PROBLEM TO WORK ON » Return, from the data below, each line that contains the word "labels".

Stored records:
╭──

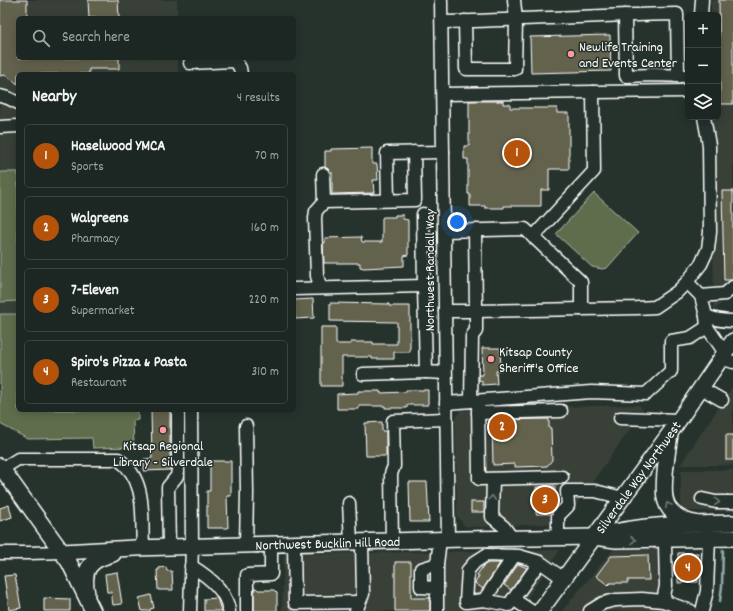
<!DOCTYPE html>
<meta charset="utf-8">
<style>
:root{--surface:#1c2622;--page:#29322f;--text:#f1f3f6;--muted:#a0a5a5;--line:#3a4340;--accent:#b45309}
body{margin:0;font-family:Dekko,sans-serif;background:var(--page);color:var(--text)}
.controls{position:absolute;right:12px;top:12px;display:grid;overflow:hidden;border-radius:6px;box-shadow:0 2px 10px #0003}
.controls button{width:36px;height:36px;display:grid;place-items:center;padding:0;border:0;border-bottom:1px solid var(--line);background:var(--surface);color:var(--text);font:20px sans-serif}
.you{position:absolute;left:457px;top:222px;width:14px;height:14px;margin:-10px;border:3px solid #fff;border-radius:50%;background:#1a73e8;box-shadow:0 0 0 6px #1a73e833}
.badge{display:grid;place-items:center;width:26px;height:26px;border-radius:50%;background:var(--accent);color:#fff;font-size:13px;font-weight:700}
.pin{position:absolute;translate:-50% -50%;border:2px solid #fff;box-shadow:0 1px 4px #0006}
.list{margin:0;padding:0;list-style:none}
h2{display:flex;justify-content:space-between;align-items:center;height:52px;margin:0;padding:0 16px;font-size:17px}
h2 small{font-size:13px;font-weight:400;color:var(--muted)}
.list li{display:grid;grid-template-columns:26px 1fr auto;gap:12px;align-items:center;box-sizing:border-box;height:64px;margin:0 8px 8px;padding:0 8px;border:1px solid var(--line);border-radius:6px}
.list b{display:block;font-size:15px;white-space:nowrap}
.list p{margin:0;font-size:13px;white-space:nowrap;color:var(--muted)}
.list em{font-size:13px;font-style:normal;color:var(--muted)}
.icon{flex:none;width:22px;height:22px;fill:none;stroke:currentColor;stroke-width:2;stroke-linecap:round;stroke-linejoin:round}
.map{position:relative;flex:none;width:733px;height:611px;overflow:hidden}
.search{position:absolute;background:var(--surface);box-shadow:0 2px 10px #0003;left:16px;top:16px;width:280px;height:44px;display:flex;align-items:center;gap:10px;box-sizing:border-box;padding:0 14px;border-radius:6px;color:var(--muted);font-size:15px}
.panel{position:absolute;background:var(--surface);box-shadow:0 2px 10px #0003;left:16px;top:72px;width:280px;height:340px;border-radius:6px}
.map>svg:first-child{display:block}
.built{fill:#394137}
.green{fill:#606d4e;stroke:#b0b6a6}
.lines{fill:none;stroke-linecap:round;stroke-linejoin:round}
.stream{stroke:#93a9a9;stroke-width:2.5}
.building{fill:#64624e;stroke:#fff}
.minor-casing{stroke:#fff;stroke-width:15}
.major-casing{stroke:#fff;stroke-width:18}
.minor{stroke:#26332d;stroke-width:12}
.major{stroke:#26332d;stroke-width:15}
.oneway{stroke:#727a76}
.poi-dot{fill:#ff9aa2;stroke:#26332d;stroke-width:1.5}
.labels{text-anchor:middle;stroke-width:3;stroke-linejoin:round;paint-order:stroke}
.poi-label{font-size:14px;fill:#fff;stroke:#26332d;text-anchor:start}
.street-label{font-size:14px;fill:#fff;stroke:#26332d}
</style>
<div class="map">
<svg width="733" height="611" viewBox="0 0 733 611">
<rect width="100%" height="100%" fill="#26332d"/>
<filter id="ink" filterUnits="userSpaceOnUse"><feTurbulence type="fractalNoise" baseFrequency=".025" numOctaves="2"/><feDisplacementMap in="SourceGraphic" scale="8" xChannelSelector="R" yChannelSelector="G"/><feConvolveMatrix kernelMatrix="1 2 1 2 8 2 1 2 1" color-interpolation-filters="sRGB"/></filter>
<g filter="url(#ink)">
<g class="built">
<polygon points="0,0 177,0 177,18 18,18 18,58 177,58 178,74 18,74 18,313 0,313"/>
<polygon points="711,0 733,0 733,290 714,311 712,117 718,117 718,15 711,15"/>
<polygon points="733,386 733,465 680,465"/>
<polygon points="639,405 643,411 563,523 480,527 465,526 457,516 455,419 461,410 470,409"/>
<rect x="681" y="470" width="52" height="41"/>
<polygon points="659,546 662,603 686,611 562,611 615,548"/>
<polygon points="560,550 518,611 282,611 284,554"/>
</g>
<g class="green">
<polygon points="0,172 18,172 18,301 0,302"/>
<polygon points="594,193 638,233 607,268 602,269 592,267 556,234"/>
<polygon points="0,314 18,314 18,410 138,410 138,420 133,421 134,447 93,448 92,438 28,439 0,424"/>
</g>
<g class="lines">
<polyline class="stream" points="720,601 722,586 723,550"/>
</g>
<g class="building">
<polygon points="0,0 27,0 27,18 18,18 18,58 119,58 119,69 89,69 89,74 18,74 18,84 5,75 0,76"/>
<polygon points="88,0 118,0 119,18 89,18"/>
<polygon points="719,0 733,0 733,104 720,104"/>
<polygon points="610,35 611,71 531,73 530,37"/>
<polygon points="469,101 503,101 503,104 510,104 510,108 557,108 557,113 569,113 569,169 549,169 549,190 541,190 541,206 504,206 504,208 485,208 485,206 470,206 470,194 468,194 468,159 464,159 464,146 469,146"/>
<polygon points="372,148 372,164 377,164 378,180 373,180 374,193 332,194 332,172 330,172 329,170 325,167 325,151 331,151 331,149"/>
<polygon points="722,191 733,191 733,280 724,280"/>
<polygon points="395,215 403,215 403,219 408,220 408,255 404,256 404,266 364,268 360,267 360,263 324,263 323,243 325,243 325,238 361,237 362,242 382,242 382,218 383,217 395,217"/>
<polygon points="313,299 314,318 295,319 294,300"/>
<polygon points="330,303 389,304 389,306 410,306 410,352 394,352 394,359 372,359 372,357 342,357 342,386 321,386 321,327 336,327 336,344 351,344 351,342 373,342 373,344 397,344 397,322 330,321"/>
<polygon points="482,348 500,348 501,370 496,371 497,384 482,385 482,381 479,380 479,375 483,375"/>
<polygon points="406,390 428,390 428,405 407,405 407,408 385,408 385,406 359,406 359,409 337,409 337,394 358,393 358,391 380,391 380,393 406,392"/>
<polygon points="151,410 170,410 170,470 144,471 144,459 152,458"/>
<polygon points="549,419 549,428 551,428 552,460 547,466 515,467 515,464 493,465 492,420"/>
<polygon points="382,422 382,431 386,431 386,456 366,456 365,423"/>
<rect x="726" y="435" width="7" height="25"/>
<polygon points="210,461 231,461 231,496 227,496 228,528 207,528 207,491 210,491"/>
<polygon points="409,482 427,482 429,522 410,522"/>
<polygon points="555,486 555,508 551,514 536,514 536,487"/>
<rect x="471" y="502" width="13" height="10"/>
<polygon points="9,505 12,517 0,521 0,508"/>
<polygon points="678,553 698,553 698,582 678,583"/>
<polygon points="648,555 649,580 628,580 628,583 610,583 608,585 596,576 611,556"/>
<polygon points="395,562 411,562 411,598 430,598 430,611 395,611"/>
<polygon points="488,563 500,563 483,589 475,583 479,576 477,575 483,566"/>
<polygon points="518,564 527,568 511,590 504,585"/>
<polygon points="166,567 167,571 172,571 173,590 158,590 157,570 159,570 159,568"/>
<polygon points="117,572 122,604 113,605 111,592 107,592 105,574"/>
<polygon points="15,575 21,608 9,610 4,576"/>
<polygon points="256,588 258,590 274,590 277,593 277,611 254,611 254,589"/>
<polygon points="151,595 154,608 150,609 150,611 142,611 139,598"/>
<polygon points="44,598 70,599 70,611 44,611"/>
<polygon points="217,598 221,611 204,611 204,599"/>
</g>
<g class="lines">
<g class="minor-casing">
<g id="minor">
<polyline points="441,0 448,540"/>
<polyline points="625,15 626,76 652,75 688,76"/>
<polyline points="701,15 702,0"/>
<polyline points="465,21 466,69 515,69 516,20 514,0"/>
<path d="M442 22C520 20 599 15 677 14L678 76"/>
<polyline points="190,63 232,61 236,62 240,68 241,74"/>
<polyline points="443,94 593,92"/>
<polyline points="0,96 8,98 18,103"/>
<polyline points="0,127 18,126"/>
<polyline points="323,174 324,202 415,200 414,152"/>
<polyline points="388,200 387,153 443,152"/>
<polyline points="423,214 424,286"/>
<polyline points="475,230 476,311 637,308 655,307 677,292 687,282 701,264 708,249 710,232 709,145 704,117"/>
<polyline points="444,231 525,229 581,282 581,309"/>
<polyline points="533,237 594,171 593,92 688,91"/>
<polyline points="687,282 701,296 706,316 707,327 725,353"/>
<polyline points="321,288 317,276 315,218 316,211 324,202"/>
<polyline points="294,289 424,286 426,372 445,373"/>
<polyline points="701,296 725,294 733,287"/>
<polyline points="445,311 476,311 476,331 472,336 471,401"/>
<path d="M706 316C716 320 723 321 733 321"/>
<polyline points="721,358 733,362"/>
<polyline points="363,374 426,372"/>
<polyline points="701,388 722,400"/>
<polyline points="478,401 479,479 562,477"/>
<polyline points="446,403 591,392 646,394 671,371 671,341 690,338 707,327"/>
<polyline points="478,413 561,411"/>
<polyline points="620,418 679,420"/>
<path d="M2 469 18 459H118C148 480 141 516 143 548"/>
<polyline points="493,479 492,517 504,527 512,538"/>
<polyline points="702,499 716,502 733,502"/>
<polyline points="349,503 351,542"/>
<polyline points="558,537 558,516 568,506 567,491 595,491 623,498"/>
<polyline points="392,541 391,474 394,466 393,421 446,419"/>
<polyline points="294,544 295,603 359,602"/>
<polyline points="246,545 247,493 246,426"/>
<polyline points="169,547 168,487 177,476 178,469 178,410"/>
<polyline points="0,553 29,553 62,552"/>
<polyline points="540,562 509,605 484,600 466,602 468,570 475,562 486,555 519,556 540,562 564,579"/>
<path d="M191 566C208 576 227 591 229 611"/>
<polyline points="437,588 437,564"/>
<polyline points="513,599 531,611"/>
<polyline points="484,600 514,556"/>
<polyline points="663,601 666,586 665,544"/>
<polyline points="190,611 192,546 191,410"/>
<polyline points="247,611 247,575 271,574 271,544"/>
<polyline points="356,611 363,594 362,542"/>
<polyline points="437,611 437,588 421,587 421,569 437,564 440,540"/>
<polyline points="590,611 603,603 616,600 642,599 663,601 691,611"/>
<polyline points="702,611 707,591 709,538"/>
</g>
</g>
<g class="major-casing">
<g id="major">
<path d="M670 434C668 450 661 488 666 502 669 513 684 522 695 523"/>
<polyline points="0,466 69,562 93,611"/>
<path d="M601 535C643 524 689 524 733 523"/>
<path id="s1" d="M62 552 135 548 463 539 594 537 616 540 733 538"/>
<path d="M87 594C82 569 89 560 113 554"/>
<path id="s2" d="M540 611 670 433 733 341"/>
</g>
</g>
<use href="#minor" class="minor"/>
<use href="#major" class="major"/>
</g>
<defs><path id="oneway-chevron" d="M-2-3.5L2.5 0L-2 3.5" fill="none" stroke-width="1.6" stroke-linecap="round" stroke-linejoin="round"/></defs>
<g class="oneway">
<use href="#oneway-chevron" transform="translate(492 498) rotate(-86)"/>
<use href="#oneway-chevron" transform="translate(717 502) rotate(5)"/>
<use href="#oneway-chevron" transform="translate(668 505) rotate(-118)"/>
<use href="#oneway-chevron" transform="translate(633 540) rotate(-1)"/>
</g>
</g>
<g class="poi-dot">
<circle cx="571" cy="54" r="4"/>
<circle cx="491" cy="359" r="4"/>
<circle cx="163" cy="430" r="4"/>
</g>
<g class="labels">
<g class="poi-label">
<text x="579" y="51">Newlife Training<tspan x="579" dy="16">and Events Center</tspan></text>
<text x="499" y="356">Kitsap County<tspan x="499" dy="16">Sheriff's Office</tspan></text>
<text x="163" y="450" text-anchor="middle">Kitsap Regional<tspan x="163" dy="16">Library - Silverdale</tspan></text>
</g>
<g class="street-label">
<text transform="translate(429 270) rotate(-90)" y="5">Northwest Randall Way</text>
<text dy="5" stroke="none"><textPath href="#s2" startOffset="166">Silverdale Way Northwest</textPath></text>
<text dy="5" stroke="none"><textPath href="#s1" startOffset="266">Northwest Bucklin Hill Road</textPath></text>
</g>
</g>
</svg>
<div class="controls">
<button>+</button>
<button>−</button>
<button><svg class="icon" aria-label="layers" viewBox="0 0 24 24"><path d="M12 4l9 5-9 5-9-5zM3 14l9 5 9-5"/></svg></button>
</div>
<div class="you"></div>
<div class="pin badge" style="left:517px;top:153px">1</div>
<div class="pin badge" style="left:502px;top:427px">2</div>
<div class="pin badge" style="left:545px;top:500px">3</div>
<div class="pin badge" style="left:688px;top:568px">4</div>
<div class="search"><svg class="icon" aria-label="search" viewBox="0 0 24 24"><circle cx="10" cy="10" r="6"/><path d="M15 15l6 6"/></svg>Search here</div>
<section class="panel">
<h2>Nearby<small>4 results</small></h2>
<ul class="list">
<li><span class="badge">1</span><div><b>Haselwood YMCA</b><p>Sports</p></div><em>70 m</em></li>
<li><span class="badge">2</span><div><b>Walgreens</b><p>Pharmacy</p></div><em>160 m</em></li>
<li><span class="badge">3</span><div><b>7-Eleven</b><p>Supermarket</p></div><em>220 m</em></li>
<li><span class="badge">4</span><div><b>Spiro's Pizza &amp; Pasta</b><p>Restaurant</p></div><em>310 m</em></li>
</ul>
</section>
</div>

╰──

ANSWER SPACE »
.labels{text-anchor:middle;stroke-width:3;stroke-linejoin:round;paint-order:stroke}
<g class="labels">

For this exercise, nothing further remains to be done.